After I finished sobbing so loudly I couldn’t hear the nurse over the noise I was making, she explained to me that I was retaining fluid from the IVs I’d had and that once that was gone, I’d see my weight start to go down. She was right. But that sure didn’t make the week go any quicker.

And now I find myself on the losing end of the surgery and I’ve discovered that life isn’t as bad as I thought it would be.  Sure there are those times where I hit a plateau and stop losing weight. I still find myself getting quietly hysterical when that happens despite all the reassurances that it is normal and the weight loss with eventually resume.

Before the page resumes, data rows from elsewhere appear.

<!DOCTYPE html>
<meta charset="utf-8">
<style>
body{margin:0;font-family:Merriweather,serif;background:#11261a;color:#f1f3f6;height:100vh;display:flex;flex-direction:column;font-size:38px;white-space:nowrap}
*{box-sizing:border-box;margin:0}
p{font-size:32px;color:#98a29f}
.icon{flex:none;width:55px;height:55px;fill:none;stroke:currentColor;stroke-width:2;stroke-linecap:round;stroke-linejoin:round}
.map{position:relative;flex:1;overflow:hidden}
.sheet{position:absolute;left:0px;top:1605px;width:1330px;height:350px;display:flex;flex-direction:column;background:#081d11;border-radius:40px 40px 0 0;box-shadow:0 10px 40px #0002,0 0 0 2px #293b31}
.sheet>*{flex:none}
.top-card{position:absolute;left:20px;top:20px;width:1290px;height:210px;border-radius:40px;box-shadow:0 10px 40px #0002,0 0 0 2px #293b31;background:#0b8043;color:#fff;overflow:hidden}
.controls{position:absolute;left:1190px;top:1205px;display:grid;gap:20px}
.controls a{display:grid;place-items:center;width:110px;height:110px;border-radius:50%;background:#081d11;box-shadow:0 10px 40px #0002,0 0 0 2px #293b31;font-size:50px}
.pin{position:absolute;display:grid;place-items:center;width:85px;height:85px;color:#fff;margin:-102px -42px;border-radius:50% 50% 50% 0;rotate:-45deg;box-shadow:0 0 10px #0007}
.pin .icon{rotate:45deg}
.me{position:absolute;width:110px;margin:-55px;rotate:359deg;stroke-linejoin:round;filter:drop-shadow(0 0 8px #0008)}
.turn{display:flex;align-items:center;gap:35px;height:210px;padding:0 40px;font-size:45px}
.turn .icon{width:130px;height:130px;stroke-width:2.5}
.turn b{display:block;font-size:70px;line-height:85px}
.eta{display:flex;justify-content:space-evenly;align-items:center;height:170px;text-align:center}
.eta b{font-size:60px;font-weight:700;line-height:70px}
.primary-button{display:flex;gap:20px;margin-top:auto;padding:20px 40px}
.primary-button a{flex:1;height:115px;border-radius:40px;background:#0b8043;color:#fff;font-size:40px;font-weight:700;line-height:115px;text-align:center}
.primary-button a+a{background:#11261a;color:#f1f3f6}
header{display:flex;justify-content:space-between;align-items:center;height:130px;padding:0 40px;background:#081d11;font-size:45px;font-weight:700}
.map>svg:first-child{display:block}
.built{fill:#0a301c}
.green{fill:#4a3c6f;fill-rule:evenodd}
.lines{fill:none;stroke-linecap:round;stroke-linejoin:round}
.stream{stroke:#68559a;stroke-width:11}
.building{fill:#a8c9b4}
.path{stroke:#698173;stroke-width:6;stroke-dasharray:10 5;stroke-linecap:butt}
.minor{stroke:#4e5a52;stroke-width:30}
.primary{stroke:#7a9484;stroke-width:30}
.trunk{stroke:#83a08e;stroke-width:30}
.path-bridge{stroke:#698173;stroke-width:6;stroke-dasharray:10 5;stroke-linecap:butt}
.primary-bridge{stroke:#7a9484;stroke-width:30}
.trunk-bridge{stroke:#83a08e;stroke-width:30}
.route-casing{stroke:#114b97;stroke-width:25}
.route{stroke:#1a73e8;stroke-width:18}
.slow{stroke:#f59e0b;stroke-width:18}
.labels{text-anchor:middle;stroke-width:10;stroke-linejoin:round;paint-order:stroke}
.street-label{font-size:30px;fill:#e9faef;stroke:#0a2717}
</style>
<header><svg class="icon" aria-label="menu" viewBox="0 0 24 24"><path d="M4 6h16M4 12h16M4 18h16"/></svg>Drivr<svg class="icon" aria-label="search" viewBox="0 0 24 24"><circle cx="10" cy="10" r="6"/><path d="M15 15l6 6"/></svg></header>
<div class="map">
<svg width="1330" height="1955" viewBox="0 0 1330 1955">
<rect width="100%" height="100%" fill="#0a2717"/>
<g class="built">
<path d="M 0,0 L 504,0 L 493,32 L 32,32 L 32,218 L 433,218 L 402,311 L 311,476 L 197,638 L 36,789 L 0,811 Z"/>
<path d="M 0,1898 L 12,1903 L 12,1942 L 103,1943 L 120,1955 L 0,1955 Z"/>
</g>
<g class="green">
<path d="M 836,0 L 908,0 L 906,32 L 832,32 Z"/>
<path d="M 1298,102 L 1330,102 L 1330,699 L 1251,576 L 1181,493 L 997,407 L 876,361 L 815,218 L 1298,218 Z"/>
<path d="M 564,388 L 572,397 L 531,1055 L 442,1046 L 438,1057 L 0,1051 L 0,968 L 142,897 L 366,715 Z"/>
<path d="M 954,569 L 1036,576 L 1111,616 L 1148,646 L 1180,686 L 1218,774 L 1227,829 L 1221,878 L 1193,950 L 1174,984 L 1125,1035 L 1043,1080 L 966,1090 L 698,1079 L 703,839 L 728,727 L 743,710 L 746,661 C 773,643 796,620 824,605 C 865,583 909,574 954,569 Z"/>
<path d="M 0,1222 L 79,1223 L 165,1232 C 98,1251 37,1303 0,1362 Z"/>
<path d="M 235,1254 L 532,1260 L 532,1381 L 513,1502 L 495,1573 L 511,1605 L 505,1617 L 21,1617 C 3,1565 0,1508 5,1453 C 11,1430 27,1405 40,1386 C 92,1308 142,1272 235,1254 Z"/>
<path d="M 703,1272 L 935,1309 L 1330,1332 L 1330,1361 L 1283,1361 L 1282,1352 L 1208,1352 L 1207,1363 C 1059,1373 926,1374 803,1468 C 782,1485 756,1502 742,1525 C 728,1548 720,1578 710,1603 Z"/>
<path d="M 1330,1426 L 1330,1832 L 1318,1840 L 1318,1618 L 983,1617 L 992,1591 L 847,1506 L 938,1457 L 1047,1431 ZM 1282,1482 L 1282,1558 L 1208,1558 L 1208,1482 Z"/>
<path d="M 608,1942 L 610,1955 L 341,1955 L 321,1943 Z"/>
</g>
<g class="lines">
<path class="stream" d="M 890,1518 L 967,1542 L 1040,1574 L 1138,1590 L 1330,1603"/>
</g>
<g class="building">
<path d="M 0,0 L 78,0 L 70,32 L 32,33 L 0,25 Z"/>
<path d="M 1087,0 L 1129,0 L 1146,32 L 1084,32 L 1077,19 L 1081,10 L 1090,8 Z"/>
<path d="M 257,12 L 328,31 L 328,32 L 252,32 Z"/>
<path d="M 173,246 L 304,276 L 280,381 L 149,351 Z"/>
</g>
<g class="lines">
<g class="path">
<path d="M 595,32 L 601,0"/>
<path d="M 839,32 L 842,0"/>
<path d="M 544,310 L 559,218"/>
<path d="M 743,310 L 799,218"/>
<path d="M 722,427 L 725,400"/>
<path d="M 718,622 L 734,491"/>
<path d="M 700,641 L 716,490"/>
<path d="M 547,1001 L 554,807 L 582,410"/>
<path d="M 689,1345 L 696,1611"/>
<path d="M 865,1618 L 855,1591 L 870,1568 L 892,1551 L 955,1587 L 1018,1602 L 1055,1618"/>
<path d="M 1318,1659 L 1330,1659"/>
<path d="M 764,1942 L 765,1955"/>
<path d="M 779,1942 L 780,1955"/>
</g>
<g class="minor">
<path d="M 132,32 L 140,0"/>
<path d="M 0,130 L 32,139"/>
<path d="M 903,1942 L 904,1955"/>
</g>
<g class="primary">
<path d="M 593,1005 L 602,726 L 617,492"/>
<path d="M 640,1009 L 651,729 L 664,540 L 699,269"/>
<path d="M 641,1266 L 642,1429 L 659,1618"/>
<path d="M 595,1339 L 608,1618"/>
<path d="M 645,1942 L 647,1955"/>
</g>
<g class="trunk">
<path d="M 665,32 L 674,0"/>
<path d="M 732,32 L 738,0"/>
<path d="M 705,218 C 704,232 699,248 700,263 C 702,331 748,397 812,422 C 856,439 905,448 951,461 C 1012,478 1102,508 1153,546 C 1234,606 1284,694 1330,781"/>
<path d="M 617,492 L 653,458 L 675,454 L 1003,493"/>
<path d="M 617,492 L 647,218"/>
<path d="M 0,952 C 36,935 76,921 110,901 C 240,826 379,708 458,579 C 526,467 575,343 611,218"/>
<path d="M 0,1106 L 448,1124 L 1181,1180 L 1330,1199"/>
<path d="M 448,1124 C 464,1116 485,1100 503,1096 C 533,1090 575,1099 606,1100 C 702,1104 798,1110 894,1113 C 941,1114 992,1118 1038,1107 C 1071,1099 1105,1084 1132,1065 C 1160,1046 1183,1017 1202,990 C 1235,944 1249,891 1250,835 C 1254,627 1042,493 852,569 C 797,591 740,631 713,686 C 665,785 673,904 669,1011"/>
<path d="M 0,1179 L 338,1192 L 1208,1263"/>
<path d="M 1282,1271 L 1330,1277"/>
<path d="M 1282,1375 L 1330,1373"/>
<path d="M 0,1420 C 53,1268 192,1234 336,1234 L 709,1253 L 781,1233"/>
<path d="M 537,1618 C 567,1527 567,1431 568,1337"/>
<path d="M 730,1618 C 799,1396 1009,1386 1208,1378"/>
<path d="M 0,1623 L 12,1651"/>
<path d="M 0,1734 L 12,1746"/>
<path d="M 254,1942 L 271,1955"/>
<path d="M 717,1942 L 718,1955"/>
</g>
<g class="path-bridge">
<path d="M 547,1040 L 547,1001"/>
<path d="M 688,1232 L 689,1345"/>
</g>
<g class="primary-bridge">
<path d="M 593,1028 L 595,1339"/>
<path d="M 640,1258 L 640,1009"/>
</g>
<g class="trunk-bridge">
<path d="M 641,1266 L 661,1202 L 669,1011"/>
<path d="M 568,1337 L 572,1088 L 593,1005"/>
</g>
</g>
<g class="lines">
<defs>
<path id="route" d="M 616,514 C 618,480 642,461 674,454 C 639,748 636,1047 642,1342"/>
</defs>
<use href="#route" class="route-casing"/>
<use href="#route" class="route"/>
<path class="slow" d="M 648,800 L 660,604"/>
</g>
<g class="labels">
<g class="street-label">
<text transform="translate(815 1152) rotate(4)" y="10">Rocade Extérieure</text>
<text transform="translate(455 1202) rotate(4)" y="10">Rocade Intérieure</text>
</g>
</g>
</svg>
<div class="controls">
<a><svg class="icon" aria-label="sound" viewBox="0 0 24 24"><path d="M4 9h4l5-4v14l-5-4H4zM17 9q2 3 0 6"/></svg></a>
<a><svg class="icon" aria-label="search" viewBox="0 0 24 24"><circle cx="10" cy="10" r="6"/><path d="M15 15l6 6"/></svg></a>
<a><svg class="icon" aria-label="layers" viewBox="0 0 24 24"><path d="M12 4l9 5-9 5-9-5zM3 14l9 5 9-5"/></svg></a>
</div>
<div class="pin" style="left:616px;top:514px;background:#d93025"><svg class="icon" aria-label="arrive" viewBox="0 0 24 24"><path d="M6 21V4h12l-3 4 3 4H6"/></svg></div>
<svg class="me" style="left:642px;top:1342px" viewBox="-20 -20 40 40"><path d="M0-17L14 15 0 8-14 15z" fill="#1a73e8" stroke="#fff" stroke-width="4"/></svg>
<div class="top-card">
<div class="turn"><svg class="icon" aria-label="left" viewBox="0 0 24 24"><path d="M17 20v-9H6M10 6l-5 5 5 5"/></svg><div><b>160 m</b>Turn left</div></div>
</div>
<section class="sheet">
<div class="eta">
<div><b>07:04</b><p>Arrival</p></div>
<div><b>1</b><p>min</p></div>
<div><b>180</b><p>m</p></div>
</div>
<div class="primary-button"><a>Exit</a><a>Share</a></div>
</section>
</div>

The best part of this whole experience has been that I am losing weight without feeling deprived. I go to restaurants and order what I want. I just eat very little of it and then I’m full. So I don’t spend the better part of the meal wistfully glancing at my dining companions’ meals and thinking that it’s not fair that I can’t eat what they’re eating. I’m too stuffed to care.  And without that sense of deprivation, there is little incentive to not stick with the program.

I’ve now lost about half the weight I want to lose. I go to Curves and am actually developing muscles in the roll of fat that still constitutes much of my abdomen. I can bend, walk and bike ride without getting breathless after the first five minutes. I can even carry groceries up two flights of stairs without having to sit down in between flights.  This may not sound like much but for someone like me who was not only overweight but sick because of it, it’s like winning the Miss America title, the Miss Universe title and getting accepted into MENSA all at once.

Is there a down side? Before the surgery, I used to complain that I was on so many drugs I didn’t know what was me talking and what was the drugs talking when I’d get angry over something.  I was off almost all those drugs thanks to the surgery when I had an encounter with a company that annoyed the heck out of me.  I called their main office and told everyone who would pick up the phone what I thought of them and their services.

It was about then that I figured out that since I couldn’t blame all my bitchiness on the drugs anymore, it must just be me.  So far, that’s the worse of the downside.